Metformin occupies an interesting position in this space. It is the world's most prescribed diabetes medication, reduces hepatic glucose production and improves insulin sensitivity, and activates AMPK — a cellular energy sensor that, like reduced insulin signaling, suppresses mTOR and upregulates autophagy and FOXO-dependent gene expression. Epidemiological data in diabetic patients taking metformin shows lower all-cause mortality compared to non-diabetic controls not taking the drug — an observation striking enough to motivate the Targeting Aging with Metformin, or TAME, trial, a large randomized controlled trial currently underway to test whether metformin can reduce the biological aging process in non-diabetic older adults. The trial will not complete for several more years, and the results are not known. But the fact that the FDA authorized the trial — with "aging" as the primary endpoint rather than a specific disease — represents a conceptual shift in how regulatory science frames aging itself — no longer treating it as an untouchable backdrop against which specific diseases occur, but as a process that might be measured and influenced.
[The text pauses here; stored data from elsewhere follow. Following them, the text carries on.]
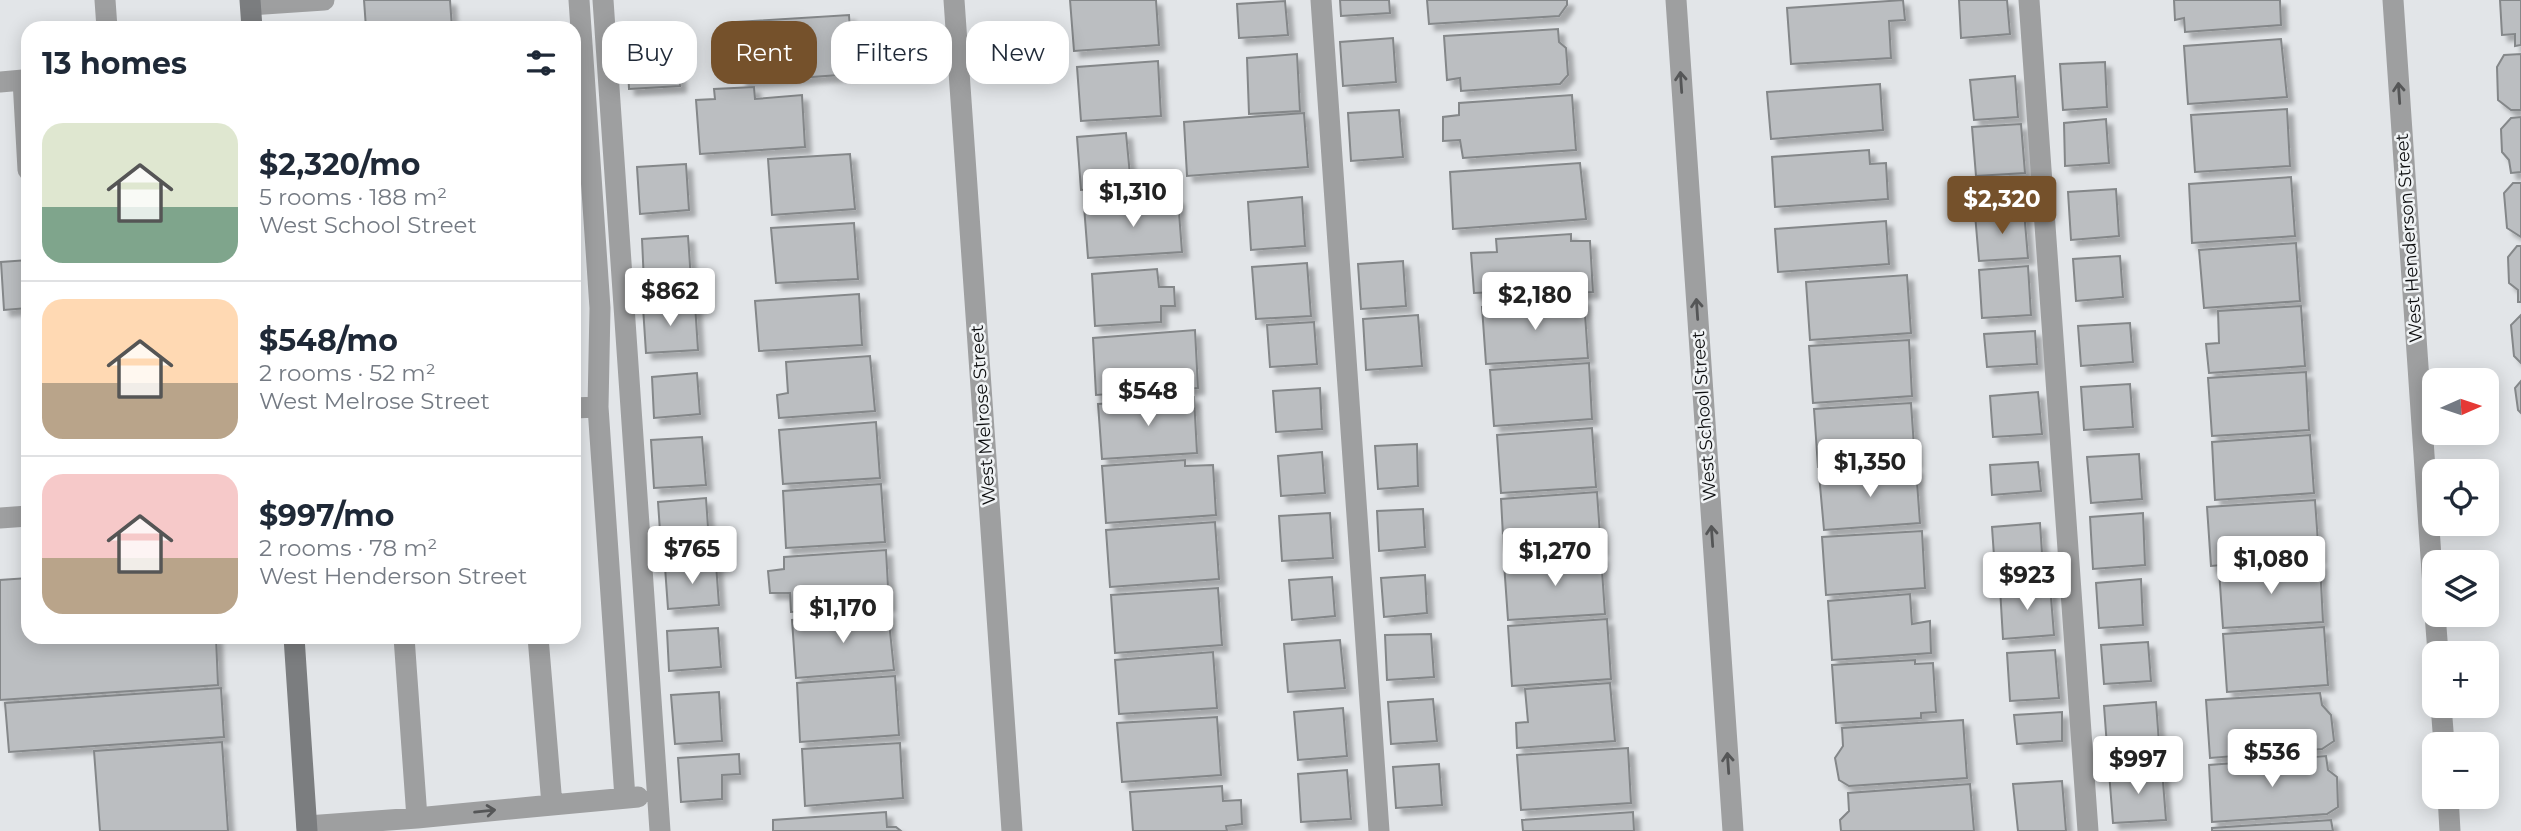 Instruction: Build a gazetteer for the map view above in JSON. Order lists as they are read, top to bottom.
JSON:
{
  "streets": {
    "street": ["West Henderson Street", "West Melrose Street", "West School Street"]
  },
  "one_way": ["West Henderson Street", "West School Street"],
  "north": "right",
  "page": {
    "chip": [
      "Buy",
      "Rent",
      "Filters",
      "New"
    ],
    "heading": "13 homes",
    "list": [
      {
        "name": "$2,320/mo",
        "note": "5 rooms · 188 m² · West School Street"
      },
      {
        "name": "$548/mo",
        "note": "2 rooms · 52 m² · West Melrose Street"
      },
      {
        "name": "$997/mo",
        "note": "2 rooms · 78 m² · West Henderson Street"
      }
    ],
    "price": [
      "$1,310",
      "$2,320",
      "$862",
      "$2,180",
      "$548",
      "$1,350",
      "$765",
      "$1,270",
      "$1,080",
      "$923",
      "$1,170",
      "$536",
      "$997"
    ],
    "map_buttons": ["+", "−"]
  }
} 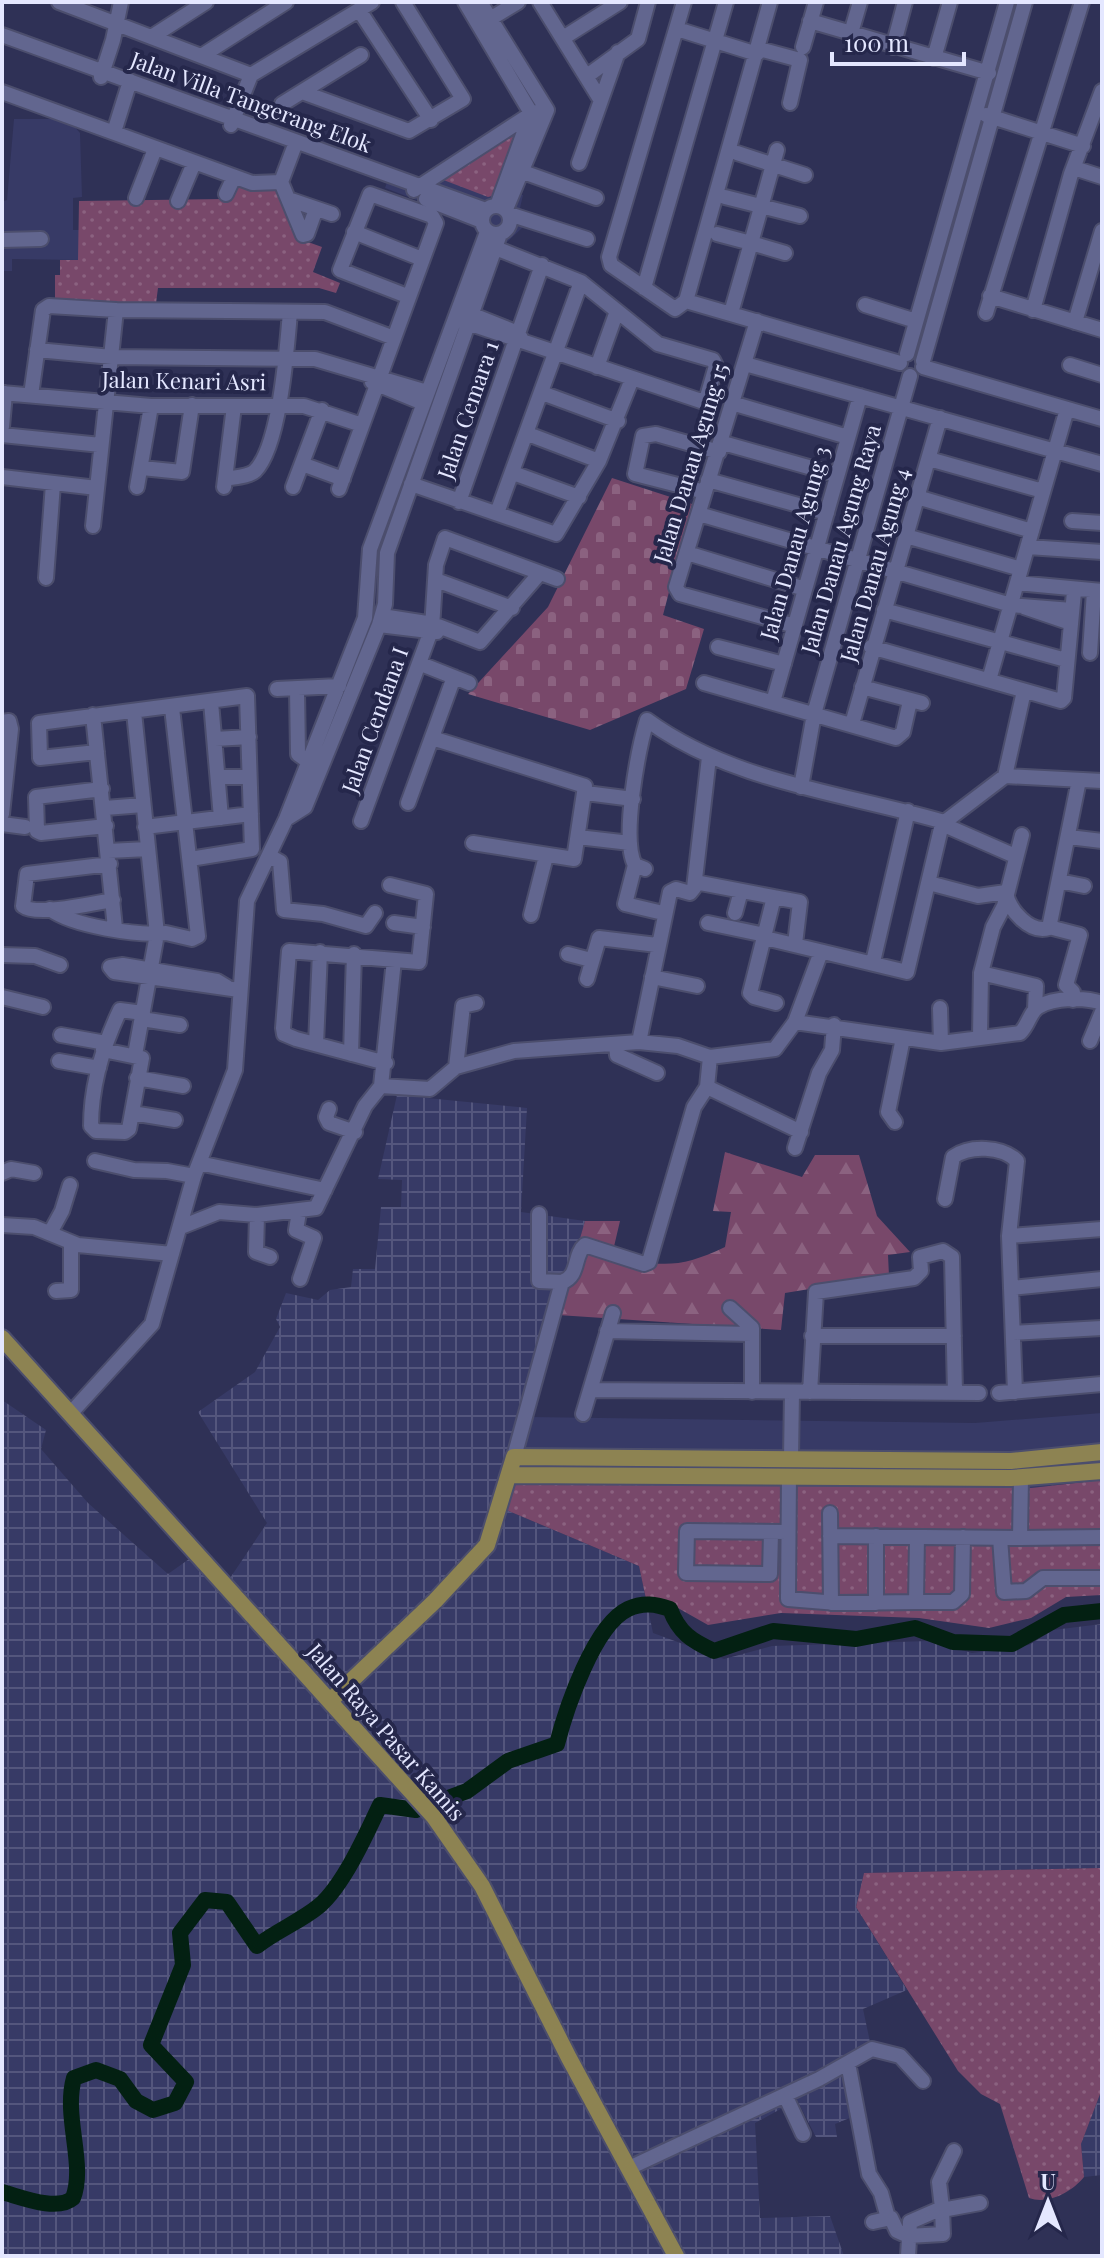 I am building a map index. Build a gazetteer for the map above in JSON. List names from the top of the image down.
{
  "streets": {
    "main road": ["Jalan Raya Pasar Kamis"],
    "street": [
      "Jalan Villa Tangerang Elok",
      "Jalan Kenari Asri",
      "Jalan Cemara 1",
      "Jalan Danau Agung 15",
      "Jalan Danau Agung Raya",
      "Jalan Danau Agung 3",
      "Jalan Danau Agung 4",
      "Jalan Cendana I"
    ]
  },
  "crossings": [
    ["Jalan Danau Agung 15", "Jalan Danau Agung 3"]
  ],
  "scale_bar": "100 m",
  "north": "top"
}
Two newer classes of tools are being studied within this same frame. GLP-1 receptor agonists — the incretin-based medications now widely prescribed for type 2 diabetes and obesity — work upstream of the problem by improving glucose control, slowing gastric emptying, and reducing the caloric load that drives chronic hyperinsulinemia in the first place. By lowering the persistent insulin demand and improving insulin sensitivity, they shift the metabolic state away from the perpetual growth signal the longevity literature flags as pro-aging, although they are approved for metabolic and weight indications rather than for aging, and long-term human longevity data does not yet exist. MOTS-c, a small peptide encoded within mitochondrial DNA, points at the same axis from a different angle: in preclinical and animal studies it activates AMPK — the same energy sensor metformin engages — and has been researched for its capacity to improve insulin sensitivity, enhance glucose handling, and counter diet-induced metabolic dysfunction. MOTS-c remains an investigational, research-only compound rather than an approved therapy, and the human evidence is still early, but its mechanism converges with what the worm-to-mouse work suggests: tools that relieve chronic insulin excess and re-engage cellular maintenance programs are pointing in the direction the longevity science keeps indicating.

The thread running from a long-lived worm to a metformin trial is a single one: the insulin/IGF-1 pathway is not merely a glucose thermostat but a master switch between growth and maintenance. The interventions researched in this space — caloric restriction, exercise, and where appropriate tools like metformin or GLP-1 agonists — are studied for their capacity to nudge that switch toward the maintenance state the longevity literature keeps pointing to, without tipping into the metabolic disease that too little signaling produces. How well a body holds that balance over decades may turn out to be one of the more meaningful determinants of how it ages.